■ Activity:
In the records that follow, find each line containing "from" and copy it.

Collected data entries
____
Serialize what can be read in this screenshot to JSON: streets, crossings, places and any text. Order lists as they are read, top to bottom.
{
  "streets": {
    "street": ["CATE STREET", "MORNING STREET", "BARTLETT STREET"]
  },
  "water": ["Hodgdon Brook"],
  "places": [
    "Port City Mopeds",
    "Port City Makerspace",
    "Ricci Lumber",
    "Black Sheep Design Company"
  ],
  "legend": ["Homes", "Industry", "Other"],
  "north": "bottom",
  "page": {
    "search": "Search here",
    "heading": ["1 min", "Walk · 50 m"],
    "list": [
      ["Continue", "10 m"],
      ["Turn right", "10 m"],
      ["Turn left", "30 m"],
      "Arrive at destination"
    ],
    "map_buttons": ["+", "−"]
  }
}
____
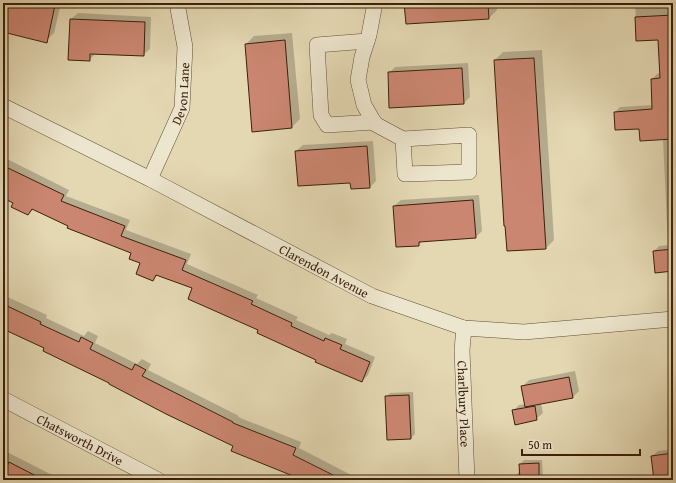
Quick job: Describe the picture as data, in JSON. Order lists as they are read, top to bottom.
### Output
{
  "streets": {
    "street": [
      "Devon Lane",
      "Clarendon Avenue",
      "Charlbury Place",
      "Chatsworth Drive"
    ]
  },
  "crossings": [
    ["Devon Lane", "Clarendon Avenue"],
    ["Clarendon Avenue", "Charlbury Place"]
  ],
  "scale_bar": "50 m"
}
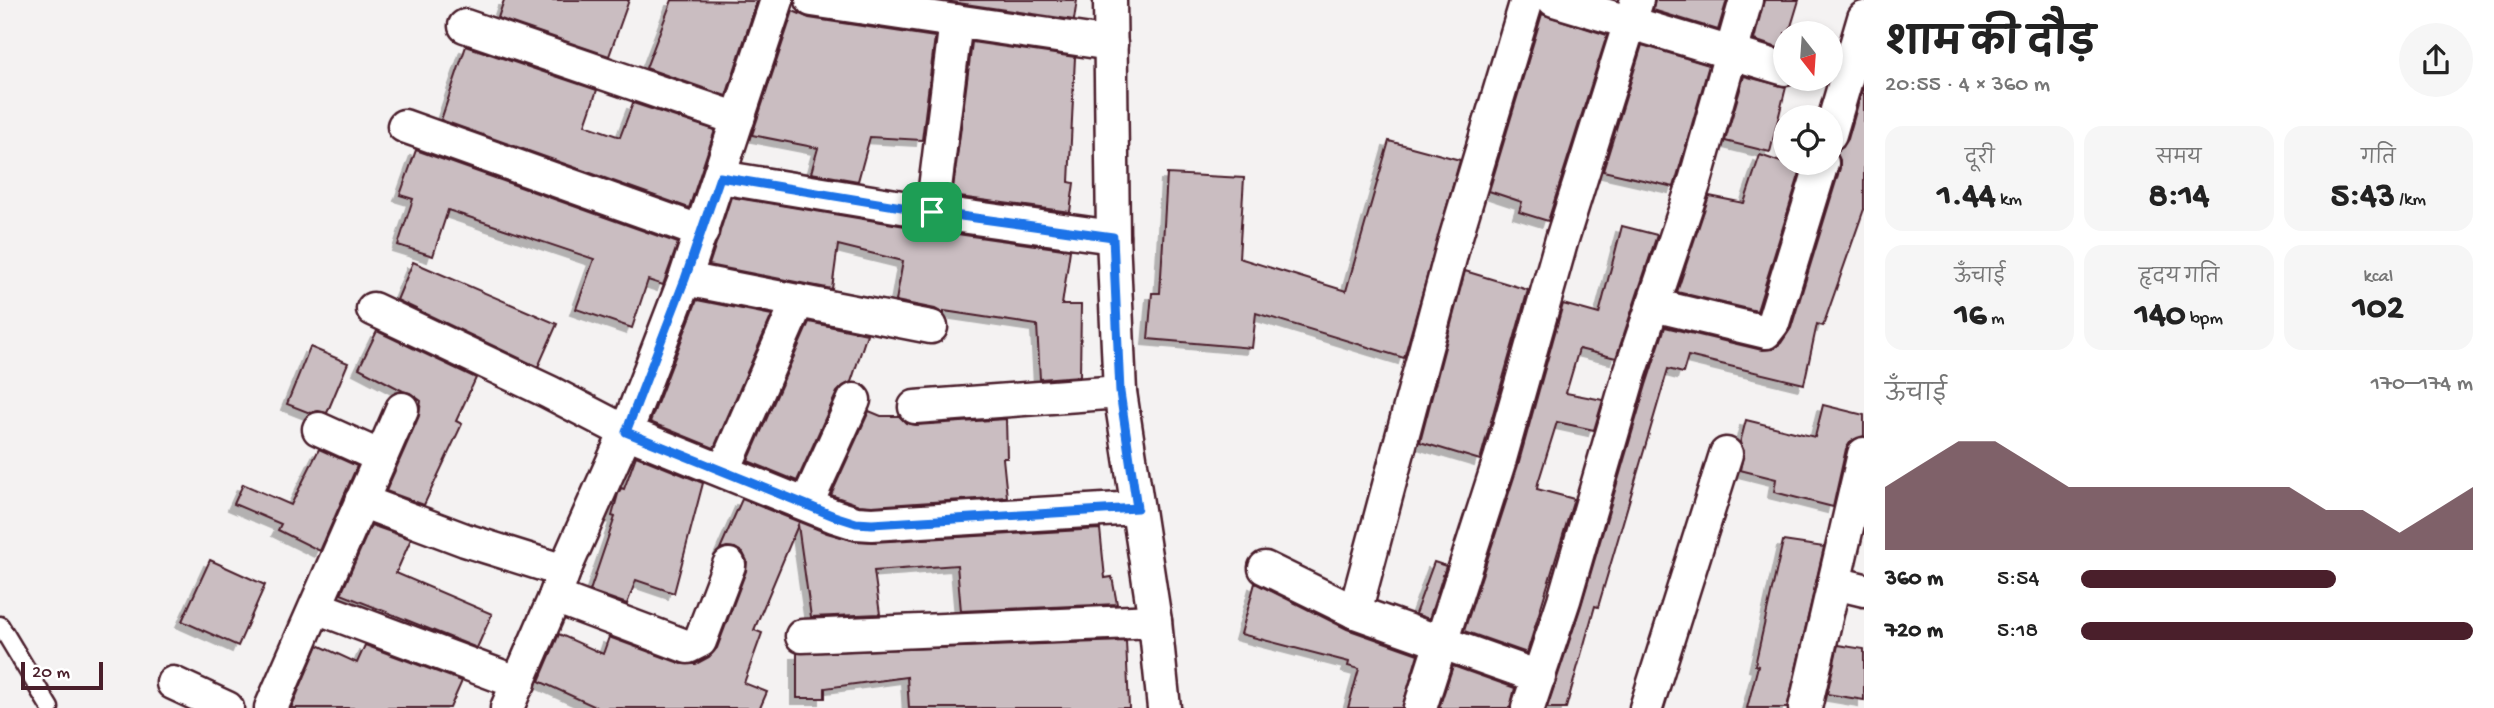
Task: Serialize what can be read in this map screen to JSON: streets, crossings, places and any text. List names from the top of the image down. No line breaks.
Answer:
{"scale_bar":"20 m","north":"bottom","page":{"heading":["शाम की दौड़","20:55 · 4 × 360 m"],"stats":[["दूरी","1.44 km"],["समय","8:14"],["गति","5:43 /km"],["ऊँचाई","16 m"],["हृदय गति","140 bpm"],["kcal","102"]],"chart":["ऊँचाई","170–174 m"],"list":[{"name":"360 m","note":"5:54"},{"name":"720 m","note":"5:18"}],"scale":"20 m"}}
____
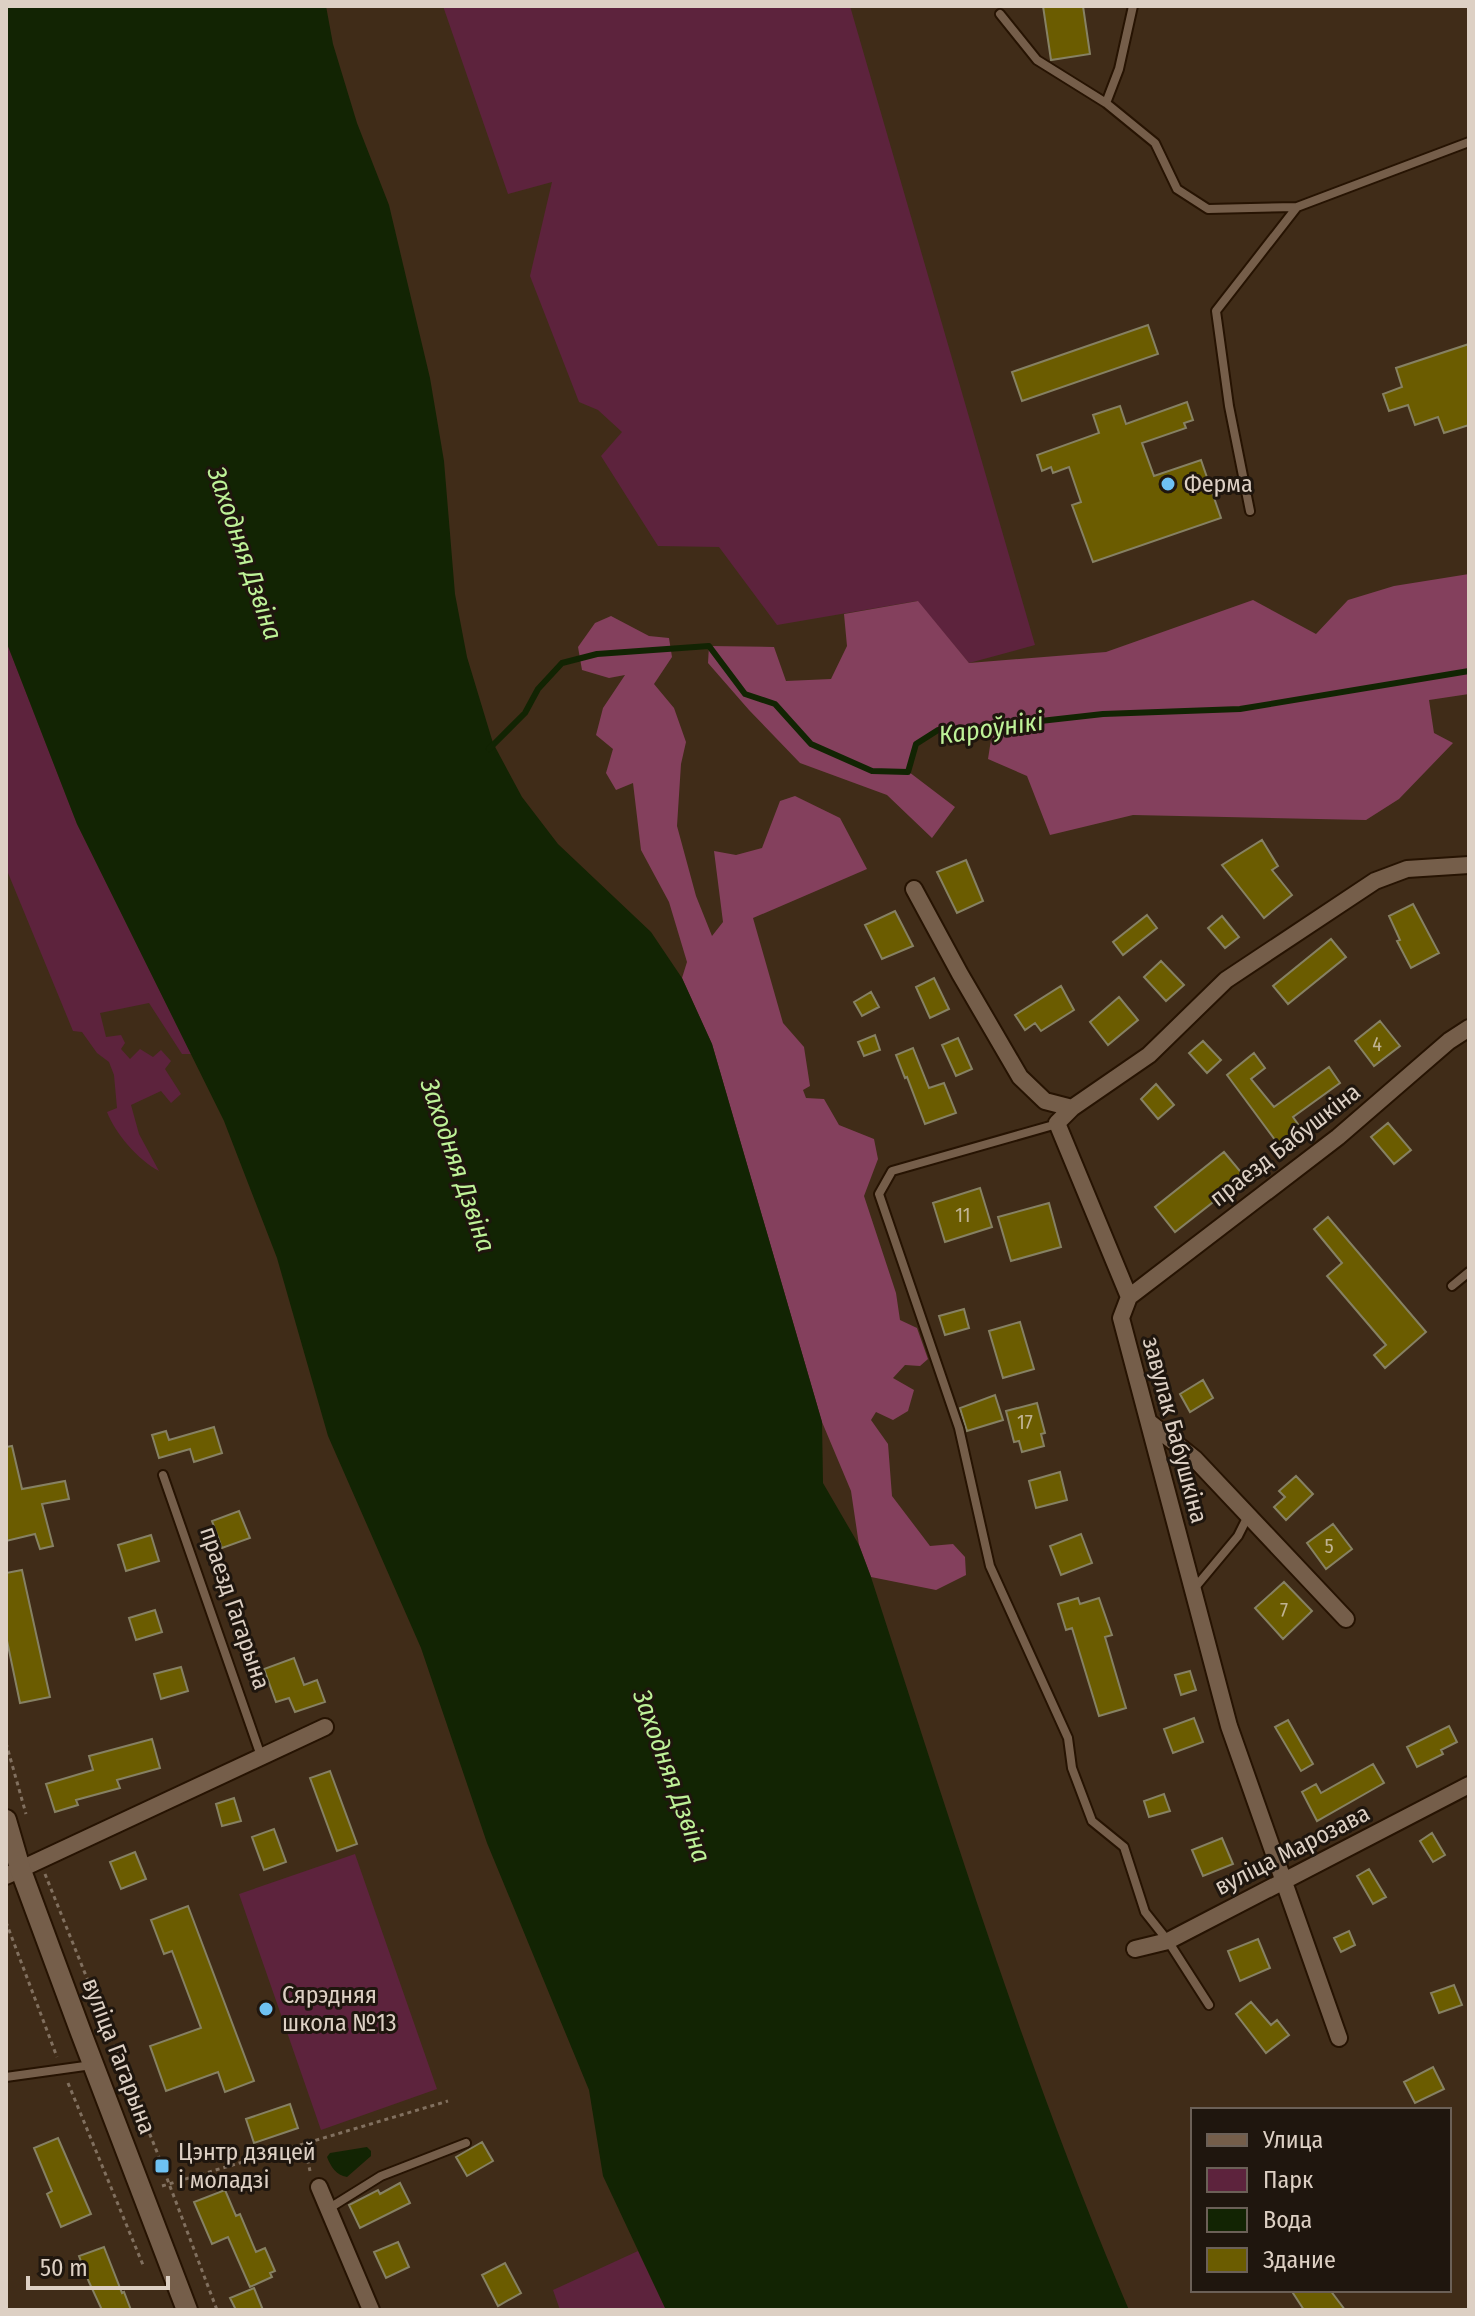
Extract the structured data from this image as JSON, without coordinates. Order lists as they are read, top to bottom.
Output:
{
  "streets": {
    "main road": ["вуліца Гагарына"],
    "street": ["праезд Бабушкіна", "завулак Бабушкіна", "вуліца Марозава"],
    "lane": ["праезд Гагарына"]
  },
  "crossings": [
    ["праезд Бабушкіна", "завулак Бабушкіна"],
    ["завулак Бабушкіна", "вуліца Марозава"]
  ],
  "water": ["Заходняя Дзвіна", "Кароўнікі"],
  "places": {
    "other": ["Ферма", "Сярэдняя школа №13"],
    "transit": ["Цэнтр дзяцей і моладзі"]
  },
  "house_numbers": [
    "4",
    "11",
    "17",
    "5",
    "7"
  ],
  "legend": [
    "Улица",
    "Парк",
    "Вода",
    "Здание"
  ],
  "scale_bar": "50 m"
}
____
■ Task output:
Task: Serialize what can be read in this map screen to JSON: streets, crossings, places and any text. List names from the top of the image down. No line breaks.
Extract the structured data from this image as JSON, without coordinates. Order lists as they are read, top to bottom.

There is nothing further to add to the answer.